MIREN-KOSTANJEVICA, SLOVENIA

Through the rifle scope, Lumani tracked the gray car’s approach. Kept the crosshairs on the windshield, on the driver, as the vehicle pulled from the road into the small gas station. Within the limited parking area the car waited for another vehicle to move, and when it finally did, the Opel took the empty space. Perfectly, as Lumani had instructed: at the far edge of the building, as far away from the fuel tanks as was possible to go, and to where, as a shooter, he could cover the widest area.

Inside the vehicle, the occupants shifted. The Michael woman bent and, from what movement he could see, appeared to use a tool or a piece of metal, maybe a handmade knife, to slice the tape and work it off the ankles of the doll package.

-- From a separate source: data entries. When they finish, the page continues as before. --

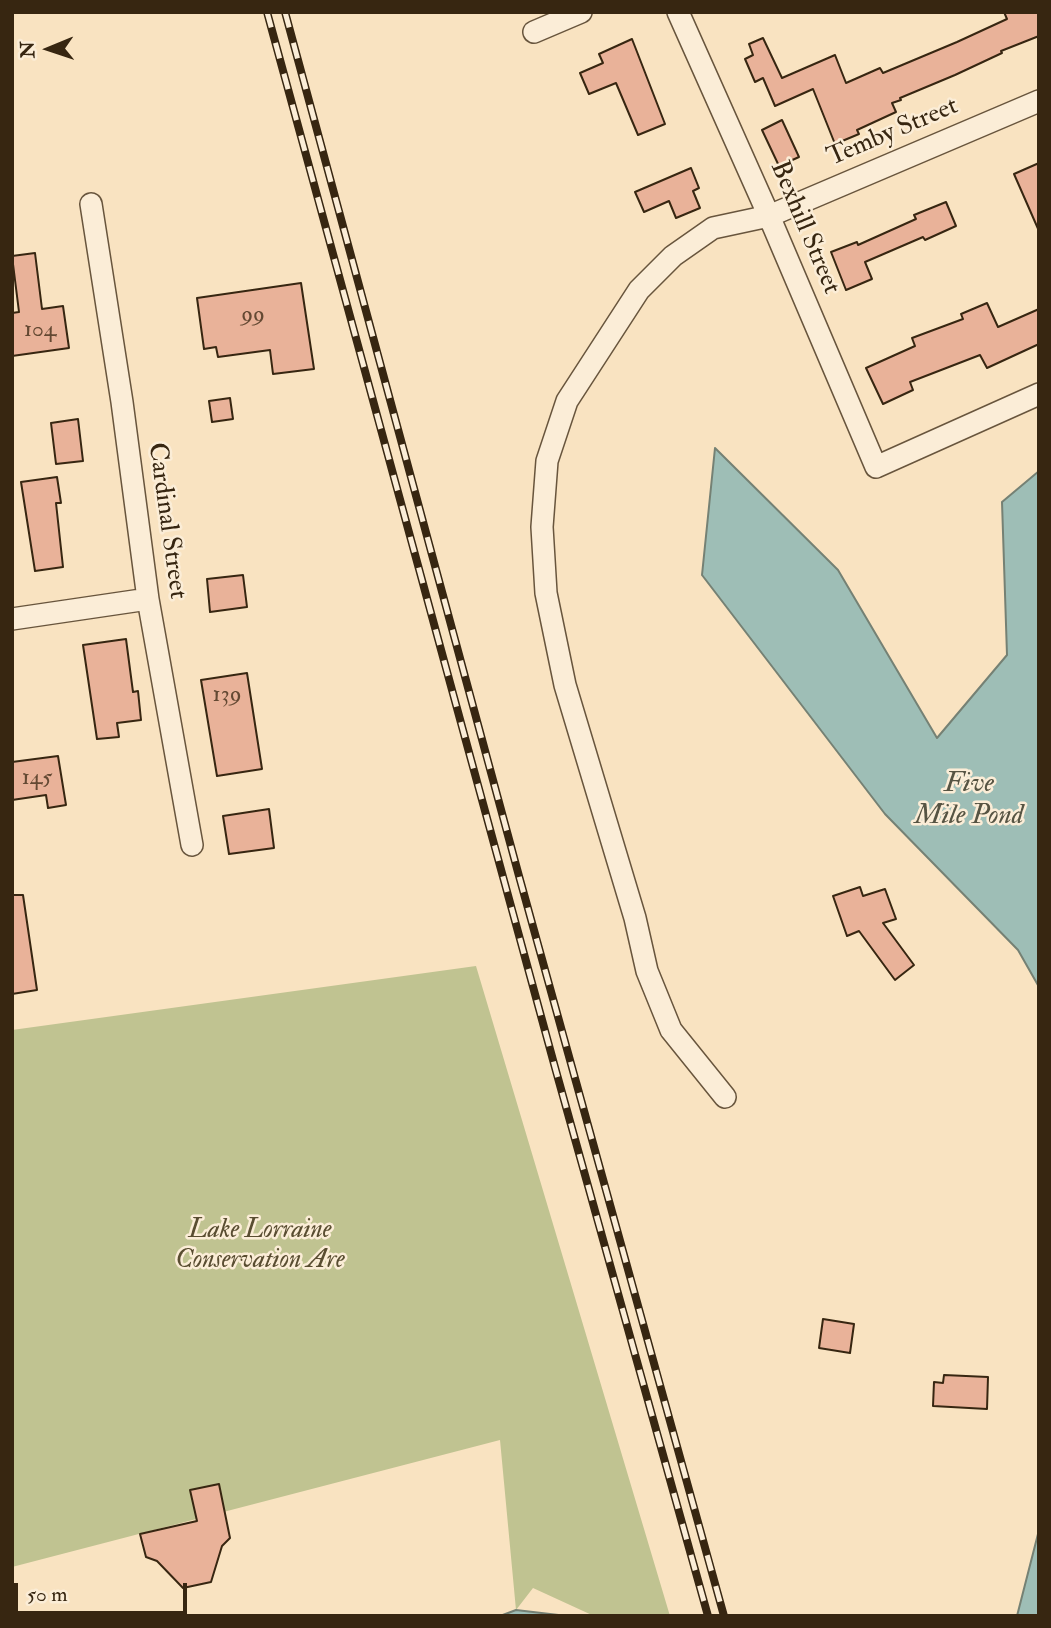 <!DOCTYPE html>
<html>
<head>
<meta charset="utf-8">
<style>
	body { margin:0 }
	#map { position:relative; width:1051px; height:1628px; overflow:hidden; background:#f9e3c1; font-family:"IM FELL Double Pica",serif }
	canvas { display:block }
	.frame { position:absolute; inset:0; border:14px solid #372611; pointer-events:none }
	.north { position:absolute; left:14px; top:14px; width:70px; height:70px; -webkit-text-stroke:5px #fbedd7; paint-order:stroke; rotate:268deg; font-size:19px; font-weight:700; line-height:28px; text-align:center; color:#372611 }
	.north::after { content:''; display:block; margin:auto; width:24px; height:32px; background:#372611; clip-path:polygon(50% 0,100% 100%,50% 72%,0 100%) }
	.scale { position:absolute; left:14px; top:1583px; width:173px; height:32px; box-sizing:border-box; border:4px solid #372611; border-top:0; padding-left:9px; font-size:21px; line-height:24px; white-space:nowrap; color:#372611; -webkit-text-stroke:5px #fbedd7; paint-order:stroke }
</style>
</head>
<body>
<div id="map">
<canvas width="1051" height="1628"></canvas>
<div class="frame"></div>
<div class="north">N</div>
<div class="scale">50 m</div>
</div>
<script>
const c = document.querySelector('canvas').getContext('2d');
c.lineJoin = 'round';
function fillPath(path, color) { c.fillStyle = color; c.fill(path, 'evenodd'); }
function stroke(path, color, width, dash) { c.strokeStyle = color; c.lineWidth = width; c.lineCap = dash ? 'butt' : 'round'; c.setLineDash(dash || []); c.stroke(path); }
function write(font, color, halo, rows, align = 'center') {
  c.font = font + ' "IM FELL Double Pica",serif'; c.lineWidth = 5; c.setLineDash([]); c.textBaseline = 'middle'; c.strokeStyle = halo; c.fillStyle = color; for (const [text, x, y, turn = 0] of rows) {
    c.save(); c.translate(x, y); c.rotate((+turn || 0) * Math.PI / 180); c.textAlign = isNaN(turn) ? turn : align; if (halo) c.strokeText(text, 0, 0); c.fillText(text, 0, 0); c.restore();
  }
}
const green = new Path2D(`
	M 476,966 L 670,1616 L 594,1616 L 533,1588 L 516,1610 L 500,1440 L 12,1567 L 12,1030 Z`);
const water = new Path2D(`
	M 715,448 L 838,570 L 937,738 L 1007,655 L 1002,502 L 1039,471 L 1039,987 L 1018,950 L 885,814 L 702,575 Z
	M 1039,1530 L 1039,1616 L 1017,1616 Z
	M 516,1610 L 567,1616 L 500,1616 Z`);
const building = new Path2D(`
	M 1004,12 L 1039,12 L 1039,36 L 1001,51 L 1002,53 L 955,75 L 900,98 L 901,100 L 892,103 L 896,112 L 857,130 L 859,134 L 835,144 L 813,89 L 775,106 L 763,78 L 755,82 L 745,59 L 753,55 L 749,44 L 763,38 L 782,78 L 835,55 L 846,83 L 880,68 L 883,73 L 957,42 L 1007,19 Z
	M 632,39 L 665,124 L 638,135 L 616,83 L 589,94 L 580,73 L 603,63 L 599,54 Z
	M 782,120 L 799,157 L 779,166 L 762,130 Z
	M 1039,163 L 1039,231 L 1014,174 Z
	M 691,168 L 699,188 L 693,191 L 700,208 L 676,218 L 669,201 L 644,212 L 635,192 Z
	M 946,202 L 956,226 L 925,240 L 923,237 L 865,262 L 872,279 L 846,290 L 831,252 L 857,242 L 858,245 L 916,219 L 914,215 Z
	M 35,253 L 42,309 L 63,306 L 69,348 L 12,356 L 12,313 L 19,312 L 12,256 Z
	M 301,283 L 314,369 L 273,374 L 270,350 L 218,357 L 216,347 L 204,349 L 197,298 Z
	M 987,303 L 998,327 L 1039,309 L 1039,344 L 987,368 L 980,355 L 910,382 L 913,390 L 883,404 L 866,368 L 915,346 L 912,338 L 963,319 L 961,314 Z
	M 230,398 L 233,419 L 212,422 L 209,401 Z
	M 78,419 L 83,461 L 56,464 L 51,423 Z
	M 57,477 L 61,503 L 56,503 L 63,567 L 35,571 L 21,482 Z
	M 243,575 L 247,607 L 210,612 L 207,579 Z
	M 126,639 L 133,692 L 138,691 L 141,720 L 117,723 L 119,737 L 97,739 L 83,645 Z
	M 247,673 L 262,769 L 217,776 L 201,680 Z
	M 58,756 L 66,805 L 48,808 L 46,795 L 12,800 L 12,762 Z
	M 269,809 L 274,848 L 229,854 L 223,816 Z
	M 860,887 L 863,896 L 885,889 L 896,919 L 883,923 L 914,965 L 895,980 L 859,931 L 847,936 L 833,896 Z
	M 12,895 L 23,895 L 37,990 L 12,994 Z
	M 823,1319 L 854,1324 L 850,1353 L 819,1348 Z
	M 944,1375 L 988,1377 L 987,1409 L 933,1406 L 934,1382 L 943,1383 Z
	M 219,1484 L 230,1538 L 222,1546 L 211,1582 L 183,1588 L 157,1561 L 146,1557 L 140,1534 L 197,1521 L 190,1490 Z`);
const street = new Path2D(`
	M 678,12 L 769,216 L 876,467 L 1039,394
	M 534,32 L 581,12
	M 91,204 L 122,402 L 148,599 L 192,845
	M 12,619 L 148,599
	M 725,1097 L 671,1030 L 647,971 L 635,918 L 565,685 L 546,593 L 542,527 L 547,461 L 567,401 L 639,290 L 673,256 L 713,228 L 769,216 L 1039,101`);
const rail = new Path2D(`
	M 267,12 L 556,1071 L 708,1616
	M 285,12 L 519,876 L 724,1616`);
const numberNames = [
	["99",253,316],
	["104",40,331],
	["139",227,696],
	["145",37,779]
];
const streetNames = [
	["Temby Street",893,133,-23],
	["Bexhill Street",804,228,67],
	["Cardinal Street",166,521,82]
];
const parkNames = [
	["Lake Lorraine",260,1231],
	["Conservation Are",260,1261]
];
const waterNames = [
	["Five",969,785],
	["Mile Pond",969,817]
];
fillPath(green, '#c0c391');
fillPath(water, '#9ebeb6');
stroke(water, '#758174', 2);
fillPath(building, '#e9b299');
stroke(building, '#372611', 2);
stroke(street, '#68553d', 24);
stroke(street, '#fbedd7', 21);
stroke(rail, '#372611', 8);
stroke(rail, '#fbedd7', 5, [16]);
write('23px', '#644933', null, numberNames);
write('26px', '#372611', '#fbedd7', streetNames);
write('italic 26px', '#594d31', '#fbedd7', parkNames);
write('italic 28px', '#565443', '#fbedd7', waterNames);
</script>
</body>
</html>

Inside Lumani’s head sparklers tickled.

The unexpected was always part of the delivery. He planned on it. Counted on it. Made contingencies against the unknown many moves in advance based upon the certainty that any man skilled enough to be pulled in for this job would inevitably believe in his own skill enough to try to disrupt it. Lumani had never managed a failed delivery because, in the end, no matter how skilled or how hard they fought back, pressure applied in the right places caused even the strongest men to fracture.

But this one? He’d watched her. Studied her. Observed what maybe even Uncle, the reader of people, had missed. This one was already fractured, and the lines between her broken pieces were not fissures but scar material stronger than whatever had once filled those spaces.